» **INSTRUCTIONS FOR THE TASK**
From the entries below, return every line that includes the word "nowrap".
>>>>>
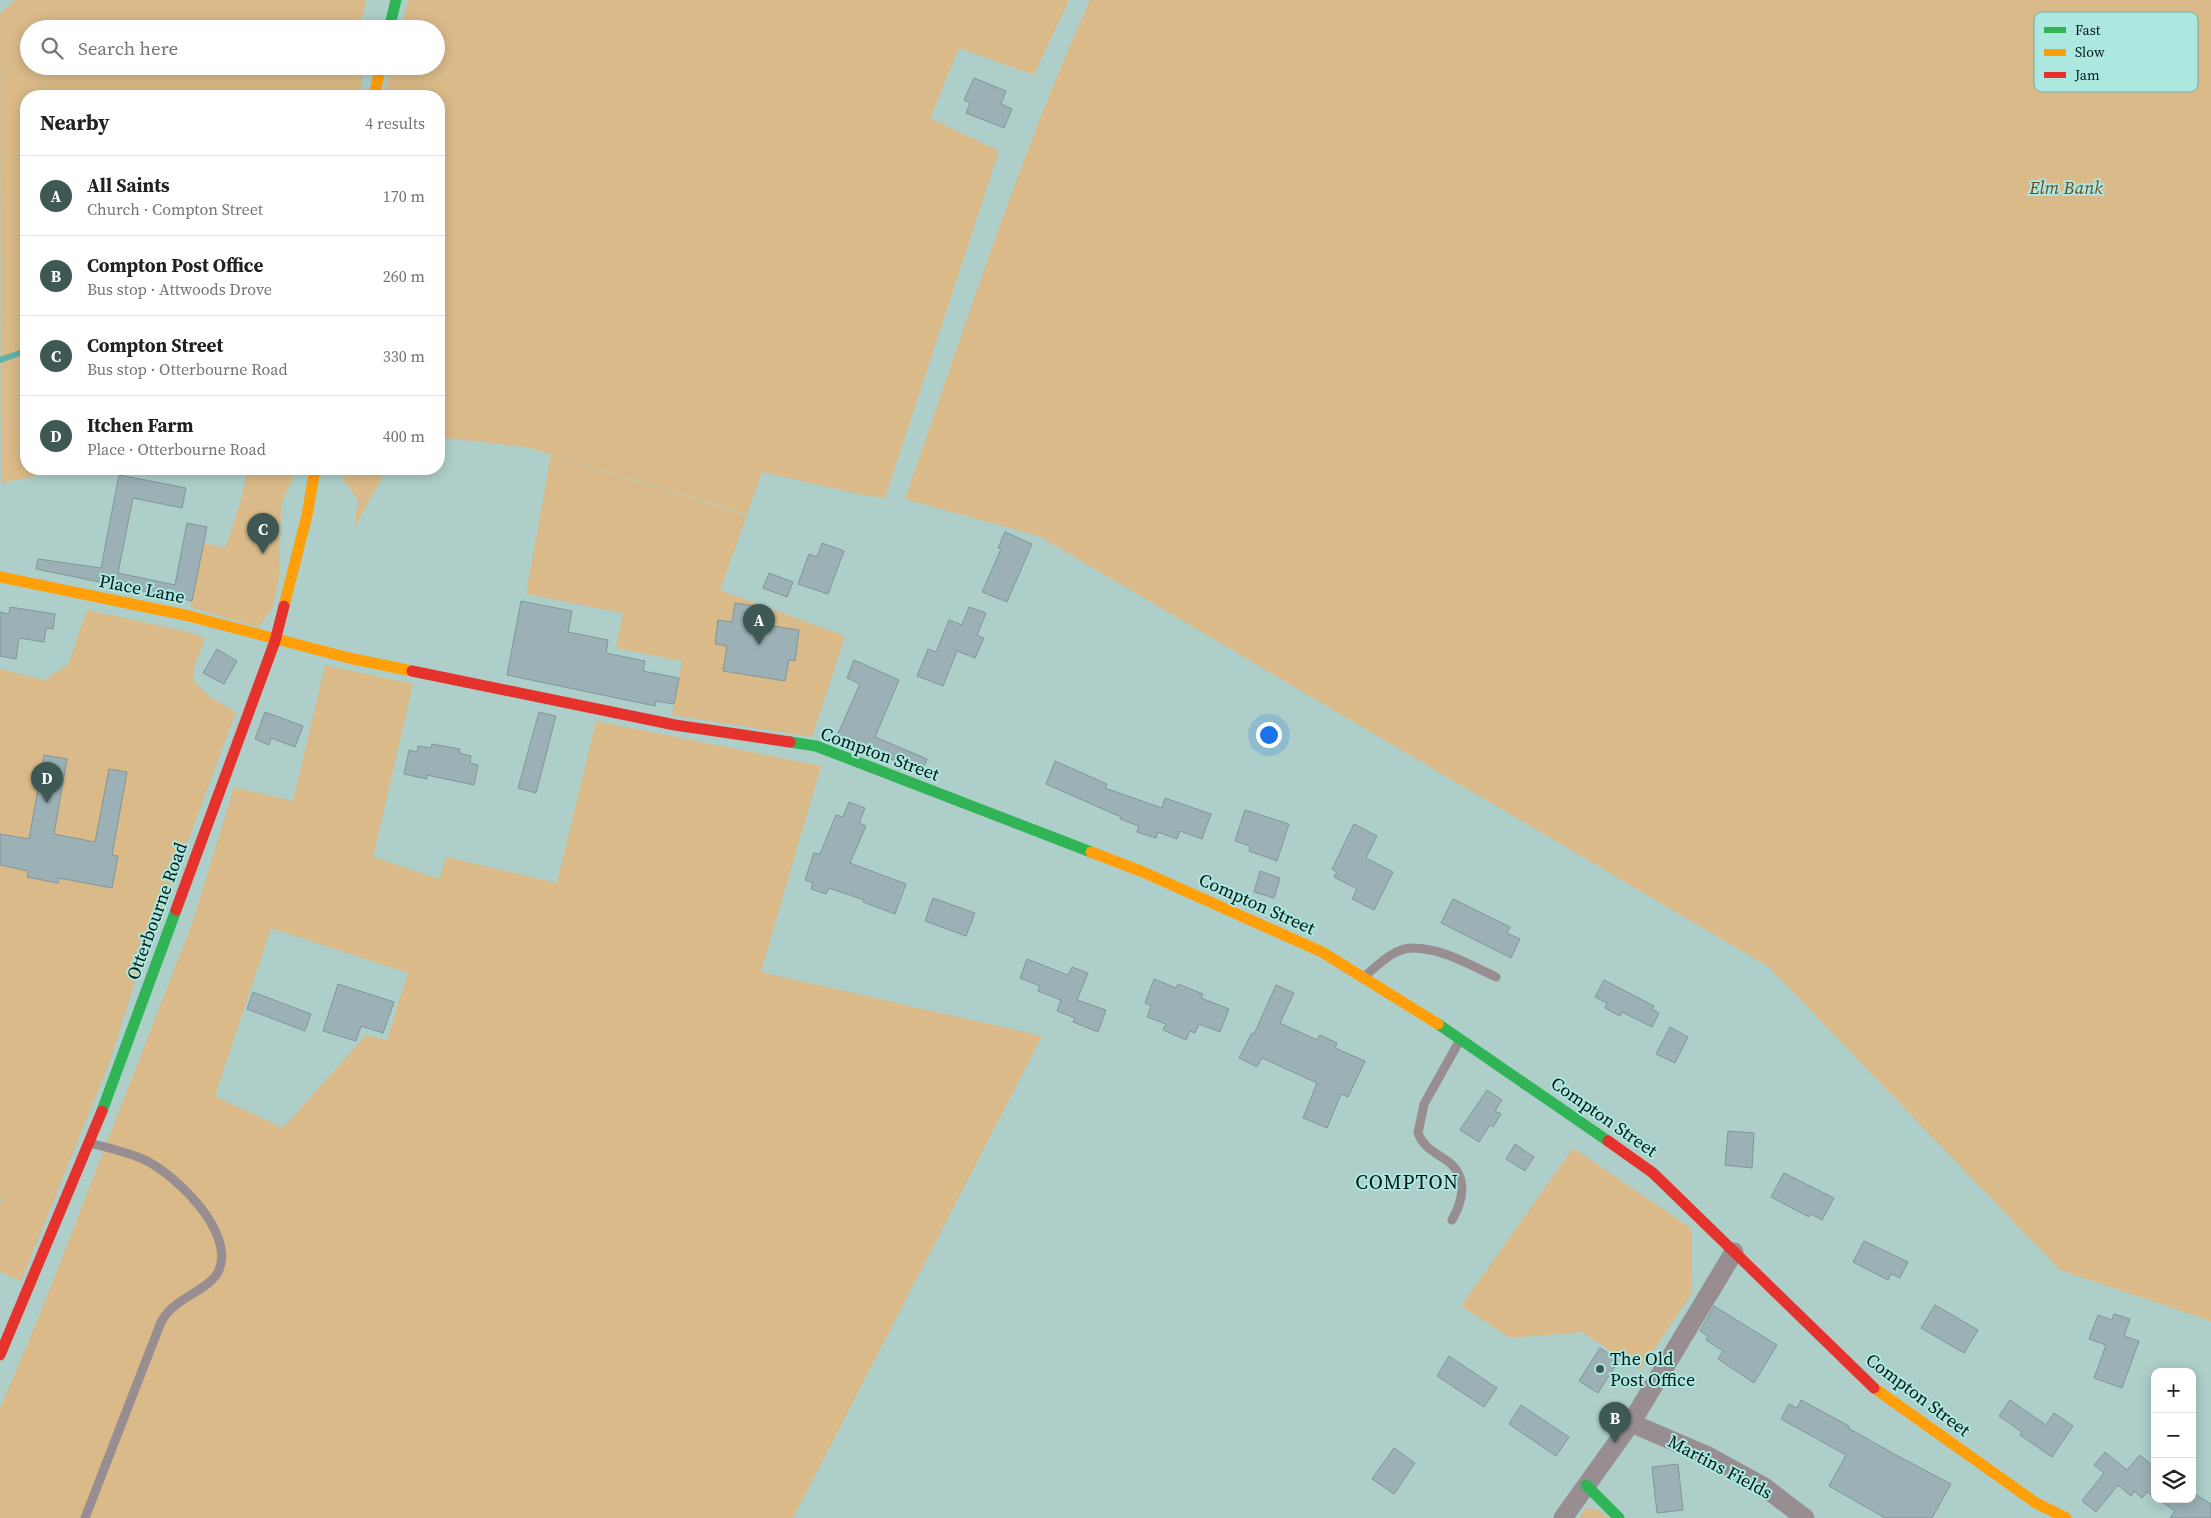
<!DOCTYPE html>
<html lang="en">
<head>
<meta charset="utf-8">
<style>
	body { margin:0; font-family:"Source Serif 4",serif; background:#f6f6f6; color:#202124 }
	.controls { position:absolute; right:15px; bottom:15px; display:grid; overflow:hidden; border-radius:10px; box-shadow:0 2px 12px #0003 }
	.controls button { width:45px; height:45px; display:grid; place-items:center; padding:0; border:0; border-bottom:1px solid #e0e0e0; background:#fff; color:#202124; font:25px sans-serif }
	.you { position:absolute; left:1268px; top:734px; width:18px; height:18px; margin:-12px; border:4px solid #fff; border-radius:50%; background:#1a73e8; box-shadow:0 0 0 8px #1a73e833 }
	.badge { display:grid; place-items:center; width:32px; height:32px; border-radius:50%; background:#3e5855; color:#fff; font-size:16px; font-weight:700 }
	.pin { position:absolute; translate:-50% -41px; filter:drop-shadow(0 1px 2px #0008) }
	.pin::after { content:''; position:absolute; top:26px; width:18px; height:15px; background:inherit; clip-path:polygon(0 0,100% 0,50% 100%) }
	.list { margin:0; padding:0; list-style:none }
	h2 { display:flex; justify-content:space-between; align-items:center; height:65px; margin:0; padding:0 20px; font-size:21px }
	h2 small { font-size:16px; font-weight:400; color:#757577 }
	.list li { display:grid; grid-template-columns:32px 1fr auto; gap:15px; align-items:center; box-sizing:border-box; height:80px; padding:0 20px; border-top:1px solid #e0e0e0 }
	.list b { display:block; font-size:19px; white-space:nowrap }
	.list p { margin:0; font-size:16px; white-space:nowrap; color:#757577 }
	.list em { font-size:16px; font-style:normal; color:#757577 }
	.icon { flex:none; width:28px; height:28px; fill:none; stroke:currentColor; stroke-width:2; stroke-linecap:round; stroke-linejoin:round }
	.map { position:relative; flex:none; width:2211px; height:1518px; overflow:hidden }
	.search { position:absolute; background:#fff; box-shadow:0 2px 12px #0003; left:20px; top:20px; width:425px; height:55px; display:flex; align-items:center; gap:12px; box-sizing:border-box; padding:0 18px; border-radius:28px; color:#757577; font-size:19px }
	.panel { position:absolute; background:#fff; box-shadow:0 2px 12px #0003; left:20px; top:90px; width:425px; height:385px; border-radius:20px }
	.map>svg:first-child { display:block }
	.green { fill:#daba88; fill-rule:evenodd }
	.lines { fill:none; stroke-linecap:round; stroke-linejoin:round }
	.stream { stroke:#61b1a7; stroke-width:6 }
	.building { fill:#9bb1b6; stroke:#80969a }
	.lane { stroke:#988d90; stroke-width:9 }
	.street { stroke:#988d90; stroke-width:19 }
	.fast { stroke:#30b455; stroke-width:11 }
	.slow { stroke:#ff9f0a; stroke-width:11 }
	.jam { stroke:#e5322d; stroke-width:11 }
	.poi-dot { fill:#3e5855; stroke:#ace8df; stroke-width:2 }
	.labels { text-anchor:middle; stroke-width:4; stroke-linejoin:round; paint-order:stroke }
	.park-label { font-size:18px; font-style:italic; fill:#714a23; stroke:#ace8df }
	.street-label { font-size:18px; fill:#021916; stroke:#ace8df }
	.poi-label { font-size:18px; fill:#021916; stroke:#ace8df; text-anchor:start }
	.quarter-label { font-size:20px; letter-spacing:1px; fill:#021916; stroke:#ace8df }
	.key { fill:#ace8df; stroke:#79aaa3; stroke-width:1 }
	.key-label { font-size:14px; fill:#021916 }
</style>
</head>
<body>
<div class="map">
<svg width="2211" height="1518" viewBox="0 0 2211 1518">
	<rect width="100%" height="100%" fill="#adcec9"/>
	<!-- green -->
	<path class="green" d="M15,0H366L360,27L367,29H29V66H364L360,96H26V469H71L1,483L0,14Z
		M408,0H1069L1034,75L959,48L930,118L999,151L885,498L858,494L762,472L747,514L526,447L439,437V96H384L391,66H436V29H401Z
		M1090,0H2211V1321L2060,1270L1769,967L1039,536L905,499C963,332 1017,162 1090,0Z
		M551,455L747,515L720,590L845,636L812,737L672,715L682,661L616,648L623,613L526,594Z
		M248,469H297L281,504L279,579L272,609L258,627L190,607L203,543L225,548L240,504Z
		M340,469H387L354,528L358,500L343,479Z
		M87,610L185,631L205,638L194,668V682L210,697L236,712L133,988L109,1064L21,1281L0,1272V1204L2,1199L0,1198V669L44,680L68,665Z
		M325,665L413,684L373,857L439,879L446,857L557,883L596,721L821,766L761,972L1042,1036L793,1518H0V1408L42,1309L193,921L234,787L293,801ZM271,928L408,973L387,1040L366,1035L283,1128L215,1096Z
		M1573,1148L1691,1228L1692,1293L1640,1370L1582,1332L1510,1338L1461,1306Z
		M1586,1508L1598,1510L1609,1518H1579Z"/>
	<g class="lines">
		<!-- stream -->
		<path class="stream" d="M0,360L26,351"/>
	</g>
	<!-- building -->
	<path class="building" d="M974,78L1006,91L1001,104L1012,109L1004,128L966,113L970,103L964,100Z
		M119,475L186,488L182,508L133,498L118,573L175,585L187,523L207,527L192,601L36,569L38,559L101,568Z
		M1005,532L1032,544L1007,602L982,592L1001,549L998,548Z
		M822,543L844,551L828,594L798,584L809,554L817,557Z
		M769,573L793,582L787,597L763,588Z
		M521,601L572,611L568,632L608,640L606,653L645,661L643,671L679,678L674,704L656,701L655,706L507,675Z
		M735,603L763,607L760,624L799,630L795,661L789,660L785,681L723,671L727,646L715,644L718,620L732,622Z
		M10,607L55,614L53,629L46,628L44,642L19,638L16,659L0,656V612L9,614Z
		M969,607L986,613L977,635L984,638L975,658L957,651L943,686L917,676L928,649L936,652L949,620L962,625Z
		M217,649L237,661L224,684L203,673Z
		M854,660L899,680L875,737L927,759L922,771L836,738L860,684L847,678Z
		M265,712L303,726L295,747L271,738L269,745L255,739Z
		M539,712L556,716L536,793L518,788Z
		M432,744L460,749L459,753L471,756L470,763L478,765L474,785L427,775V779L404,774L409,750L417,752L418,746L431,748Z
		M44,755L67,759L54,834L95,842L109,769L127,772L112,855L118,856L112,888L59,878L58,883L27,877L28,871L0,865V834L29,839Z
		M1055,761L1107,784L1105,788L1162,808L1165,798L1211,814L1202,839L1180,831L1177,839L1158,832L1156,838L1137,832L1139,826L1120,819L1121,817L1046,784Z
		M849,802L865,808L859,823L866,826L850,863L906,884L895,914L863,902L864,900L829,888L826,894L811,889L813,883L805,880L814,853L820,854L836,815L843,817Z
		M1245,810L1289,824L1277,861L1249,851L1250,846L1235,841Z
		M1354,824L1377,836L1366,858L1393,872L1374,910L1352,899L1357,889L1334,877L1337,872L1332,869Z
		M1260,871L1280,878L1274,898L1254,892Z
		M933,898L975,913L966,936L925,921Z
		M1453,899L1510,927L1507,933L1520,939L1511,958L1441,923Z
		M1027,959L1068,975L1072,967L1088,973L1077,1000L1106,1010L1098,1032L1073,1022L1075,1018L1057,1011L1061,1000L1038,991L1040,986L1020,978Z
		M1154,979L1176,988L1178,984L1203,994L1201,998L1229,1009L1220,1032L1199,1024L1195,1033L1190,1031L1186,1040L1163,1030L1166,1024L1147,1017L1151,1006L1145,1003Z
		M1604,980L1654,1006L1652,1009L1659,1013L1652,1027L1622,1012L1620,1016L1605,1008L1607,1003L1595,997Z
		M338,984L394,1002L383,1033L361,1026L356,1041L323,1031Z
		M1276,985L1294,993L1280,1023L1317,1040L1320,1035L1337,1043L1335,1048L1365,1061L1348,1097L1341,1094L1327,1128L1303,1118L1317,1083L1262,1058L1257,1067L1239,1058L1252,1033L1254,1034Z
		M253,992L311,1014L305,1031L247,1009Z
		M1670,1027L1688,1037L1675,1063L1656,1054Z
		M1487,1090L1502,1100L1495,1111L1501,1114L1493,1127L1490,1125L1479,1142L1460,1130Z
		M1728,1131L1754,1133L1752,1168L1725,1165Z
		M1515,1144L1534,1157L1525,1171L1506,1159Z
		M1784,1173L1834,1198L1822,1220L1811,1214L1809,1217L1771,1197Z
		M1864,1241L1908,1262L1900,1278L1891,1274L1888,1280L1853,1262Z
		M1935,1305L1978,1330L1964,1353L1921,1328Z
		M1714,1306L1777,1345L1754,1383L1718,1359L1723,1351L1706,1340L1708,1336L1700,1331Z
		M2114,1314L2130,1319L2124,1336L2139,1341L2122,1388L2094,1378L2106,1345L2089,1339L2098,1315L2112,1320Z
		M1600,1348L1619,1360L1598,1393L1579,1381Z
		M1449,1356L1497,1388L1484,1407L1437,1376Z
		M1801,1400L1849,1426L1848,1428L1896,1455L1951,1484L1932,1518H1885L1829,1486L1846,1455L1781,1419L1789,1404L1797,1408Z
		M2010,1400L2046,1425L2054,1413L2073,1426L2052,1457L2020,1435L2022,1432L1999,1416Z
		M1521,1405L1569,1437L1556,1456L1509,1424Z
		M1394,1448L1415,1463L1394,1494L1372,1479Z
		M2105,1452L2127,1470L2140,1455L2155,1468V1497L2147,1492L2142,1498L2134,1491L2131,1496L2118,1485L2096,1512L2082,1501L2104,1473L2094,1465Z
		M1678,1464L1683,1510L1657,1513L1652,1467Z
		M2192,1492L2211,1504V1518H2170L2175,1511L2158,1499H2192Z"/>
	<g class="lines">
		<!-- lane -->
		<path class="lane" d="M1365,976C1378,965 1394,948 1412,948C1442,948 1470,965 1496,977
			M1452,1220C1465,1197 1468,1173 1443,1158C1431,1150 1423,1146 1418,1133L1424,1104L1460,1040
			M85,1518L161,1322C175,1296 210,1291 219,1270C235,1232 176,1175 145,1160C128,1152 108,1148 90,1143"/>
		<!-- street -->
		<path class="street" d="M1631,1423L1708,1456L1763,1486L1805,1518
			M1563,1518L1631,1423L1734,1252"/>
		<!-- fast -->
		<path class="fast" d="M389,29L396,0
			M790,742L816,746L1091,852
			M1438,1024L1608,1141
			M102,1111L176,910
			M1586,1485L1619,1518"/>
		<!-- slow -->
		<path class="slow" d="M374,96L381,66
			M0,577L185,615L349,658L412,671
			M284,606L307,515L315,469
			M1091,852L1143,872L1322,952L1438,1024
			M1874,1388L2036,1503L2066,1518"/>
		<!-- jam -->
		<path class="jam" d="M412,671L675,725L790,742
			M176,910L275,641L284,606
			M1608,1141L1653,1173L1874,1388
			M0,1355L102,1111"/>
	</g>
	<!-- markers -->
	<circle class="poi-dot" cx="1600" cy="1369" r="5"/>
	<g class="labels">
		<!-- park labels -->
		<g class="park-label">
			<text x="2066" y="194">Elm Bank</text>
		</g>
		<!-- street labels -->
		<g class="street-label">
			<text transform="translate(142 589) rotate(11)" y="6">Place Lane</text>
			<text transform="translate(880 754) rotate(20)" y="6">Compton Street</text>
			<text transform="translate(1257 904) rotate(24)" y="6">Compton Street</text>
			<text transform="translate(157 911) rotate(-70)" y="6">Otterbourne Road</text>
			<text transform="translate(1604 1117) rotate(35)" y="6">Compton Street</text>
			<text transform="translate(1918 1395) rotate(37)" y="6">Compton Street</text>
			<text transform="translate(1720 1467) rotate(28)" y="6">Martins Fields</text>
		</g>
		<!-- poi labels -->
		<g class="poi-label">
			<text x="1610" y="1365">The Old<tspan x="1610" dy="21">Post Office</tspan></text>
		</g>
		<!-- quarter labels -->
		<g class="quarter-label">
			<text x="1407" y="1189">COMPTON</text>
		</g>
	</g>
	<!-- legend -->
	<rect x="2034" y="12" width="164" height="80" rx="8" class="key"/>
	<rect x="2044" y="27" width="22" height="6" fill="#30b455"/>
	<rect x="2044" y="49" width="22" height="7" fill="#ff9f0a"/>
	<rect x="2044" y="72" width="22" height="6" fill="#e5322d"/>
	<g class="key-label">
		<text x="2075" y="35">Fast</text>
		<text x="2075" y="57">Slow</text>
		<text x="2075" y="80">Jam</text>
	</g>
</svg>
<div class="controls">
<button>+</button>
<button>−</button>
<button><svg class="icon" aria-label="layers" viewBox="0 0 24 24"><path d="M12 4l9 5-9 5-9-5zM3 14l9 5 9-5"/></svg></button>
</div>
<div class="you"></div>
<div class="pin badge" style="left:759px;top:645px">A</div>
<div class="pin badge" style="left:1615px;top:1443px">B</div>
<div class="pin badge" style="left:263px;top:554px">C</div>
<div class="pin badge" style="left:47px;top:803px">D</div>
<div class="search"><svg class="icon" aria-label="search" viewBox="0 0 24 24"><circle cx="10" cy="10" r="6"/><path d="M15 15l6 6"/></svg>Search here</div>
<section class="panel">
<h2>Nearby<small>4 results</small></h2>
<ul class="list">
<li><span class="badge">A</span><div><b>All Saints</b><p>Church · Compton Street</p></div><em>170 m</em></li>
<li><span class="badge">B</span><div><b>Compton Post Office</b><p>Bus stop · Attwoods Drove</p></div><em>260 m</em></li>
<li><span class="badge">C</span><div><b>Compton Street</b><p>Bus stop · Otterbourne Road</p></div><em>330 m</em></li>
<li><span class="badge">D</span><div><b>Itchen Farm</b><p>Place · Otterbourne Road</p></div><em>400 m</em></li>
</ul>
</section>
</div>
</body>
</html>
<<<<<
» **ANSWER BOX**
	.list b { display:block; font-size:19px; white-space:nowrap }
	.list p { margin:0; font-size:16px; white-space:nowrap; color:#757577 }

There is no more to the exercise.